Given the vast variety of services, professionals and service recipients in the market, it is necessary to differentiate between them and regulate accordingly. While the standards of professional conduct would be similar across the board, some types of service-providers or services that are important to public interest will need to be held to a higher standard. Some examples of these are lawyers advising or handling disadvantaged groups, auditors of public sector undertakings/banks and so on. It is easy to see this as over-regulation that would lead to scarcity of service providers and consequent higher prices. But this would be mitigated by the high number of professionals in India. Differentiating between services too is necessary. For example, while the audit and certification functions of chartered accountants have received a lot of attention, their role in advising on tax and compliance has not. Many European countries regulate tax advisors differently given their importance to public revenue. Similarly, we need to ask whether neurosurgeons should be held to the same standards as general physicians.

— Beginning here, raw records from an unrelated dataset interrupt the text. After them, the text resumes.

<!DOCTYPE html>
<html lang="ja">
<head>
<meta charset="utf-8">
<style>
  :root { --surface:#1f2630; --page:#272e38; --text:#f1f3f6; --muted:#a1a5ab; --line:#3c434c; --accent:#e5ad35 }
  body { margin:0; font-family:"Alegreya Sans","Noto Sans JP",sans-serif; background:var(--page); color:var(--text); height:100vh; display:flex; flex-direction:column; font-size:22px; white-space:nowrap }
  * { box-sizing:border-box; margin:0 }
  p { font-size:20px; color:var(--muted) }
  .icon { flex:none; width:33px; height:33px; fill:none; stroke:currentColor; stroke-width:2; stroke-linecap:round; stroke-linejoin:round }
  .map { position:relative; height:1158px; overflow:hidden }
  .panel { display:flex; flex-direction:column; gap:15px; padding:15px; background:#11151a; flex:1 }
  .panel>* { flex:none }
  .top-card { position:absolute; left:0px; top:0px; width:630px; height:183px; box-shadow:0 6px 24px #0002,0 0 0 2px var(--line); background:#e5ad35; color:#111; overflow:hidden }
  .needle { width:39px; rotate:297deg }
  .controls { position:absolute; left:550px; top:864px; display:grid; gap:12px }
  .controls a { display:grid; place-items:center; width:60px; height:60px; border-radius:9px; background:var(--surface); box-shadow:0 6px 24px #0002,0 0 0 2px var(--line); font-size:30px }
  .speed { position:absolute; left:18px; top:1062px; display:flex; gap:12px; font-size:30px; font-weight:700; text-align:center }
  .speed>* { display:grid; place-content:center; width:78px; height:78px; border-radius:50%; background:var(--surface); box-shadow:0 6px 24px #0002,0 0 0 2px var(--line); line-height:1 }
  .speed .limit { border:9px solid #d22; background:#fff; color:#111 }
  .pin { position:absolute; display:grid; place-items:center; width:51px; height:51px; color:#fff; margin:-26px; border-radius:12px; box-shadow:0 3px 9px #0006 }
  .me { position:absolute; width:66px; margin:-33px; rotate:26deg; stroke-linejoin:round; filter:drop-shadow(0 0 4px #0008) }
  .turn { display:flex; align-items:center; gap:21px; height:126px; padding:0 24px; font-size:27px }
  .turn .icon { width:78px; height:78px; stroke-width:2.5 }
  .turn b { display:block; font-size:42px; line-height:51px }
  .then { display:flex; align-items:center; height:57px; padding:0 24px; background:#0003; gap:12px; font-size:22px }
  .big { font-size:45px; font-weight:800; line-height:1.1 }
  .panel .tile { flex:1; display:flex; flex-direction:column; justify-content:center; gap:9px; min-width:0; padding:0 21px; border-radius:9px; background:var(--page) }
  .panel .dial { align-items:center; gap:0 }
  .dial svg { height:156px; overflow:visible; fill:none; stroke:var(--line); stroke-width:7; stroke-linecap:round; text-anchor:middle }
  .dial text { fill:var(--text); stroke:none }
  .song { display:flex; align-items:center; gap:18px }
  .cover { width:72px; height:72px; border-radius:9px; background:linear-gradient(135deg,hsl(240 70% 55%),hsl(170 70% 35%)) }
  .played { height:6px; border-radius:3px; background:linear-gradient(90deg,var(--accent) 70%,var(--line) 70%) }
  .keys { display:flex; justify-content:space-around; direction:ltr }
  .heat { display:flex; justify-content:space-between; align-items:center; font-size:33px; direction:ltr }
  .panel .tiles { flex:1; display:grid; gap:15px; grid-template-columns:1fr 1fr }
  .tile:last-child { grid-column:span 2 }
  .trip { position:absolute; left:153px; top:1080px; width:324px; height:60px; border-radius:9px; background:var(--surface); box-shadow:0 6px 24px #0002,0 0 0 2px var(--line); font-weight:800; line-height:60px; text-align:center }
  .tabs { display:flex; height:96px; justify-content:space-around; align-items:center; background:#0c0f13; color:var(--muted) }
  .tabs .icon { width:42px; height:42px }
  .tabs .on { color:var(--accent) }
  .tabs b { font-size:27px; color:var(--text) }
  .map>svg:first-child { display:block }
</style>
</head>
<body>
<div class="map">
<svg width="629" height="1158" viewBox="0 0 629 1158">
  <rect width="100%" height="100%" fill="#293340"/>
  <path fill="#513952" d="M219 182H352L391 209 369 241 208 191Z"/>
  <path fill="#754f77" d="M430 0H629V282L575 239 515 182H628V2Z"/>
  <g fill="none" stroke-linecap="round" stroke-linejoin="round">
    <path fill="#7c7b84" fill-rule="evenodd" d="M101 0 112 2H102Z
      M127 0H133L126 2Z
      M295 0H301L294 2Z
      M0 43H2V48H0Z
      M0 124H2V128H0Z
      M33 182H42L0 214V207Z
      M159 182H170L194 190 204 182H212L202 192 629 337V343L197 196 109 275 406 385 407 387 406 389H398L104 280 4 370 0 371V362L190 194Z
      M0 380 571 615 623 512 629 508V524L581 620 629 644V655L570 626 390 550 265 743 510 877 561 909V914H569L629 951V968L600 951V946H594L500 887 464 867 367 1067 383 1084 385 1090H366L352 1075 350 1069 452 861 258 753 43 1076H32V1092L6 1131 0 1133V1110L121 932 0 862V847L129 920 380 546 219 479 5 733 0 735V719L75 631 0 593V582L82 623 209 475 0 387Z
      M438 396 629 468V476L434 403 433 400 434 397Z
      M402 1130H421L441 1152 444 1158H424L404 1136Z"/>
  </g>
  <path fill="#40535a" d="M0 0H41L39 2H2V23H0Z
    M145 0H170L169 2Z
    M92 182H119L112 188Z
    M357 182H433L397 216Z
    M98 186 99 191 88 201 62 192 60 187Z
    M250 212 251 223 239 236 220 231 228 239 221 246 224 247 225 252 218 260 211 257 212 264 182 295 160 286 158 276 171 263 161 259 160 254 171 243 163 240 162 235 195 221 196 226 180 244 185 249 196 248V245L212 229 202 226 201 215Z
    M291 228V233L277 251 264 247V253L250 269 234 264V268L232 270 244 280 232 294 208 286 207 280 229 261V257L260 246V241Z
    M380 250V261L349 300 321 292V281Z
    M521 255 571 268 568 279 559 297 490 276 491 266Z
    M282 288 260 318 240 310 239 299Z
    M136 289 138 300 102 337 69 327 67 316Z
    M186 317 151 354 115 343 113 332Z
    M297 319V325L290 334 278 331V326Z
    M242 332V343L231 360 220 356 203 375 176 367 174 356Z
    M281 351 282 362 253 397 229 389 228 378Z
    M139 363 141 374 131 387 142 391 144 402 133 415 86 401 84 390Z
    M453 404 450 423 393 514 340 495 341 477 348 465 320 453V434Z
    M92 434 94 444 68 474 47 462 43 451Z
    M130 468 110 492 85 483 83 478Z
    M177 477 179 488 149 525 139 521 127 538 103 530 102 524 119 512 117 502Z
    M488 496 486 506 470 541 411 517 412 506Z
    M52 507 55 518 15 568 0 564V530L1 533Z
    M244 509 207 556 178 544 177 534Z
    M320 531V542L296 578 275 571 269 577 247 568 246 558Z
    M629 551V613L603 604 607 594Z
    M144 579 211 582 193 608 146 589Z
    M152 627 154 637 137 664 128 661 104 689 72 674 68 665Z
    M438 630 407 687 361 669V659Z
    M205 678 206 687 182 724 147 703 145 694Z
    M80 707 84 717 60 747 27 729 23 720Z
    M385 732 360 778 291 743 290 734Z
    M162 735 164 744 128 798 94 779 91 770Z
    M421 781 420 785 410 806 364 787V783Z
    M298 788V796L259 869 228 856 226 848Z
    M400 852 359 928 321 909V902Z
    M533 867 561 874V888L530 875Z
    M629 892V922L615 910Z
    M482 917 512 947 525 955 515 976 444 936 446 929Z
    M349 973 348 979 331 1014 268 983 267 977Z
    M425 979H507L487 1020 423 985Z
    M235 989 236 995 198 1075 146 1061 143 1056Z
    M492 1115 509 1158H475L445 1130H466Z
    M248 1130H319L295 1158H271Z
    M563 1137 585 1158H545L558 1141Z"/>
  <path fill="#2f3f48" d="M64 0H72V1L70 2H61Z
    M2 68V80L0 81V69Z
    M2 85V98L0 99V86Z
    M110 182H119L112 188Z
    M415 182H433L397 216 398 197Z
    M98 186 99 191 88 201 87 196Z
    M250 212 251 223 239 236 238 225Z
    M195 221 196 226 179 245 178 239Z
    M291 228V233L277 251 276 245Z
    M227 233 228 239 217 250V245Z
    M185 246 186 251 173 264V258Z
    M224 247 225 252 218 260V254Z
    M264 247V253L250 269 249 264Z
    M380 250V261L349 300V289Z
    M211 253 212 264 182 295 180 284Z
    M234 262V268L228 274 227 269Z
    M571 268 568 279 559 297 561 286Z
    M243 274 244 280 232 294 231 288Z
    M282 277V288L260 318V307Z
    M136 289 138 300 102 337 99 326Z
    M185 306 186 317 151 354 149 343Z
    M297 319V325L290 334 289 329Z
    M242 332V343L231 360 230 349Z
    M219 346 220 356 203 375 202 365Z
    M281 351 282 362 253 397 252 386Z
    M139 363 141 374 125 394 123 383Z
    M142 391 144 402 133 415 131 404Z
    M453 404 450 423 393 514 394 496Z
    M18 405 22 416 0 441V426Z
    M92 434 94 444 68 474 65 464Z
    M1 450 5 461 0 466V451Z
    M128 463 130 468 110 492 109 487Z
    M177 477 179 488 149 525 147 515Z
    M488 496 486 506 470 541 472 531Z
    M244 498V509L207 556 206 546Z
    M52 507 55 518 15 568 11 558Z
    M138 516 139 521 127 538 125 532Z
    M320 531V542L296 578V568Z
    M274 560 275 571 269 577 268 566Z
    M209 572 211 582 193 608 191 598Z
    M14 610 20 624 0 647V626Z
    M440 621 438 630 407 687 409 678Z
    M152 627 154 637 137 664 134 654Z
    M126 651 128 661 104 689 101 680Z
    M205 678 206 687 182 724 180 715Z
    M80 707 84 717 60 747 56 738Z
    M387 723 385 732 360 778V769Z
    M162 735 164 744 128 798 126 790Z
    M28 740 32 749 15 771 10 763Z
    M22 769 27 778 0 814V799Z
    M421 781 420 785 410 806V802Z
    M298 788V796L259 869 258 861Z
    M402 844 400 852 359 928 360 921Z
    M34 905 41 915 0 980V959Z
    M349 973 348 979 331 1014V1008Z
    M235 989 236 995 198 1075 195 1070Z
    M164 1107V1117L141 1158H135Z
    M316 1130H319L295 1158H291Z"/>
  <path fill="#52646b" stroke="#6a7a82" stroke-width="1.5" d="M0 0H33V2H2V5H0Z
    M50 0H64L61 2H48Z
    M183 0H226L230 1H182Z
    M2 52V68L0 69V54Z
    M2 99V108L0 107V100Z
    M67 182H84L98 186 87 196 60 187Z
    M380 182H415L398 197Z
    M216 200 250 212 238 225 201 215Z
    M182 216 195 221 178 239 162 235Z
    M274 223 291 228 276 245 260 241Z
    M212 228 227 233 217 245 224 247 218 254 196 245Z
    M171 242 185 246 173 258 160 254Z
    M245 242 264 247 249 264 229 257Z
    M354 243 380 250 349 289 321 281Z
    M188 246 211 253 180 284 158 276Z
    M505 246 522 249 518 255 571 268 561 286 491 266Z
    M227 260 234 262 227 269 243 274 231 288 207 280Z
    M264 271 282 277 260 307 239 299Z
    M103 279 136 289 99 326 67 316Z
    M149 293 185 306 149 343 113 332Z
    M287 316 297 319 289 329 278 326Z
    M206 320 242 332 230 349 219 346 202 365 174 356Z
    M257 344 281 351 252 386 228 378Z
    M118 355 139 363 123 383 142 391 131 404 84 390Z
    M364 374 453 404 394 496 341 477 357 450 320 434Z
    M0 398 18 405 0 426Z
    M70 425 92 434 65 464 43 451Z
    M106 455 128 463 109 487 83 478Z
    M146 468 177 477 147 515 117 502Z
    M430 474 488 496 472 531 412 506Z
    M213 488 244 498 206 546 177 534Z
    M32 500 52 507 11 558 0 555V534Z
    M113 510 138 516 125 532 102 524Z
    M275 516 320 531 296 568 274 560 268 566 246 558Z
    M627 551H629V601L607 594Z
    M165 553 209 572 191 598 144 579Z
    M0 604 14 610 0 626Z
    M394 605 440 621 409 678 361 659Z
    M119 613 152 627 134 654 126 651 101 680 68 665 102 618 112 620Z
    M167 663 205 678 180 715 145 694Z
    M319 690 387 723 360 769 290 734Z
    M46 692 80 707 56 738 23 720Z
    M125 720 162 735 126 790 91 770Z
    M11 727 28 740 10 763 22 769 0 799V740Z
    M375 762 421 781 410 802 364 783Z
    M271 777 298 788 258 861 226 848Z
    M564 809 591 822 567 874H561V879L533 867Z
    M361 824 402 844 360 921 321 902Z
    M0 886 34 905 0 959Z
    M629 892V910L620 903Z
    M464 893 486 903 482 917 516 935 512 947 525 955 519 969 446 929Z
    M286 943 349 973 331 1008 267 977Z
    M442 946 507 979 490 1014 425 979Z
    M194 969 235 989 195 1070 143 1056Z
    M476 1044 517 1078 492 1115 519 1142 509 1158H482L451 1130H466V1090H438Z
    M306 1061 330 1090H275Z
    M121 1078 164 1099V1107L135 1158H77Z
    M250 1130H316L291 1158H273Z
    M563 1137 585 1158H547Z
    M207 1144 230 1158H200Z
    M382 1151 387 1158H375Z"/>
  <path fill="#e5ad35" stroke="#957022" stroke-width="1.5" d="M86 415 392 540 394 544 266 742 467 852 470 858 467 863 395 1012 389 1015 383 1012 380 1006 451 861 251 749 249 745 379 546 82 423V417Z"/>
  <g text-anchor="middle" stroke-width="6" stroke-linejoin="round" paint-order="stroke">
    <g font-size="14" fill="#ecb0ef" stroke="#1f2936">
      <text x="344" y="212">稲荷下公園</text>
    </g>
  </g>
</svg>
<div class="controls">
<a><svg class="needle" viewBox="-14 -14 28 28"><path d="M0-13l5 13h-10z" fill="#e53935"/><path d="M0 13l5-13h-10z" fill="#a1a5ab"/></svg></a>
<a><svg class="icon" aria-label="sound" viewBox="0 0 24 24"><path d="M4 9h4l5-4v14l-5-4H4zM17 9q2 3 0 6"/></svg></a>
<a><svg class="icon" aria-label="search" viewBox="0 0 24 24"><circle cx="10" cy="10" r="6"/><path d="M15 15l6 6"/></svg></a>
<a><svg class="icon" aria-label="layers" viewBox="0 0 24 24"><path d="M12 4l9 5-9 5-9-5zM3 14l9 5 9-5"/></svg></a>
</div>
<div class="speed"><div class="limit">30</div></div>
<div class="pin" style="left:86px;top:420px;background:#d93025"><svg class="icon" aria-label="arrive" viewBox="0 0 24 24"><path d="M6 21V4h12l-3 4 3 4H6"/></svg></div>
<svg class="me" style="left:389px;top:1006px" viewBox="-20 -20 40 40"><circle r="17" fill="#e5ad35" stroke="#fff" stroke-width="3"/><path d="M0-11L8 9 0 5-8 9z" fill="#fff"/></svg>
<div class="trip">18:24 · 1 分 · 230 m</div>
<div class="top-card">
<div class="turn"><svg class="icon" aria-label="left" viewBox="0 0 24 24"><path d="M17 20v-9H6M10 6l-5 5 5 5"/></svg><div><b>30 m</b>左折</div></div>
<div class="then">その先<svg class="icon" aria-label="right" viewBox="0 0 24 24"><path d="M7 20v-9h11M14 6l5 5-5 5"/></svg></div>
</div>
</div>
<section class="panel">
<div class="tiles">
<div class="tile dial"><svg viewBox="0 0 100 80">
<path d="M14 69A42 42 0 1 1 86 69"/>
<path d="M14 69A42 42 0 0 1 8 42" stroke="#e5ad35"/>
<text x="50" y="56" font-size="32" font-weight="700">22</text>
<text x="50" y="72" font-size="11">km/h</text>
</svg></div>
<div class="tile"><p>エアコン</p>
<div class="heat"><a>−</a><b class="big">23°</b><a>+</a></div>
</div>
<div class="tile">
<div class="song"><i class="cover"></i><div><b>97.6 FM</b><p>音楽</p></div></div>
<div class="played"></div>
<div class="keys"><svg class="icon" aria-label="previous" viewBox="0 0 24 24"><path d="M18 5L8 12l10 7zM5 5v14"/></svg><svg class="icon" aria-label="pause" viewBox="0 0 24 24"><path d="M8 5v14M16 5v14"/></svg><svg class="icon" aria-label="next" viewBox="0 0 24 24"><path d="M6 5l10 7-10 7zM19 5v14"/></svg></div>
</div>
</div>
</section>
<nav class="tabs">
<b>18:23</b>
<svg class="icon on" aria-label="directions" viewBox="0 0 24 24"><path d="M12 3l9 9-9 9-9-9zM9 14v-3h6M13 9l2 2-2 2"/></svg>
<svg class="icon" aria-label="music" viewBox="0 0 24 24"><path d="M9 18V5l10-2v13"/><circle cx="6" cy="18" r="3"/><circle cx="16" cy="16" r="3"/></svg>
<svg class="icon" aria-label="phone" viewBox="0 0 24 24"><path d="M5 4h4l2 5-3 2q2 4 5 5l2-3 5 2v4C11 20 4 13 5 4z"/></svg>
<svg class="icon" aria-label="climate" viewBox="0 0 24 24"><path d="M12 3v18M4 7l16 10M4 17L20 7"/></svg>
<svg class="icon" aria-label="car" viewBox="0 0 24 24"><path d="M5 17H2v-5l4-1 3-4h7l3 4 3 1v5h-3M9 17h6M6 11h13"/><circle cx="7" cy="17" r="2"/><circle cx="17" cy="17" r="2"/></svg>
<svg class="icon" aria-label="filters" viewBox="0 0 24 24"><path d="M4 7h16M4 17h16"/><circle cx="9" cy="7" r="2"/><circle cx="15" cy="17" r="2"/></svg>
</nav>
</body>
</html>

Given the information asymmetry and imbalance between professionals and many service recipients, a standard contract that would provide for disclosures and levels of conduct could be mandated. One could argue that the codes of conduct are exactly that. But by pushing these down to the individual-contract level, the service-recipient is being involved in drawing up the terms and conditions that she will hold the professional accountable to. It might also be worth exploring the setting up of exclusive tribunals / arbitration centres to deal with cases of professional misconduct and granting relief to the aggrieved service recipients. This would inspire confidence in pursuing disputes against professionals (as compared with approaching in-house disciplinary committees or courts, where delays are rampant) as well as act as a deterrent to professionals tempted to cross the line.
In spite of all the momentum gained in the last few years, it is still too early to talk of the end of self-regulation of professions in India. In spite of the recommendations of the Law Commission Report and the low public perception of the legal profession in general, concrete action on the ground has not been taken. They are firmly entrenched in the political economy and we should expect to see a strong pushback to these tentative first steps.
Hopefully it will not be, as Ghalib says, a lifetime before there is any impact (‘ek umr asar hone tak’) even to these.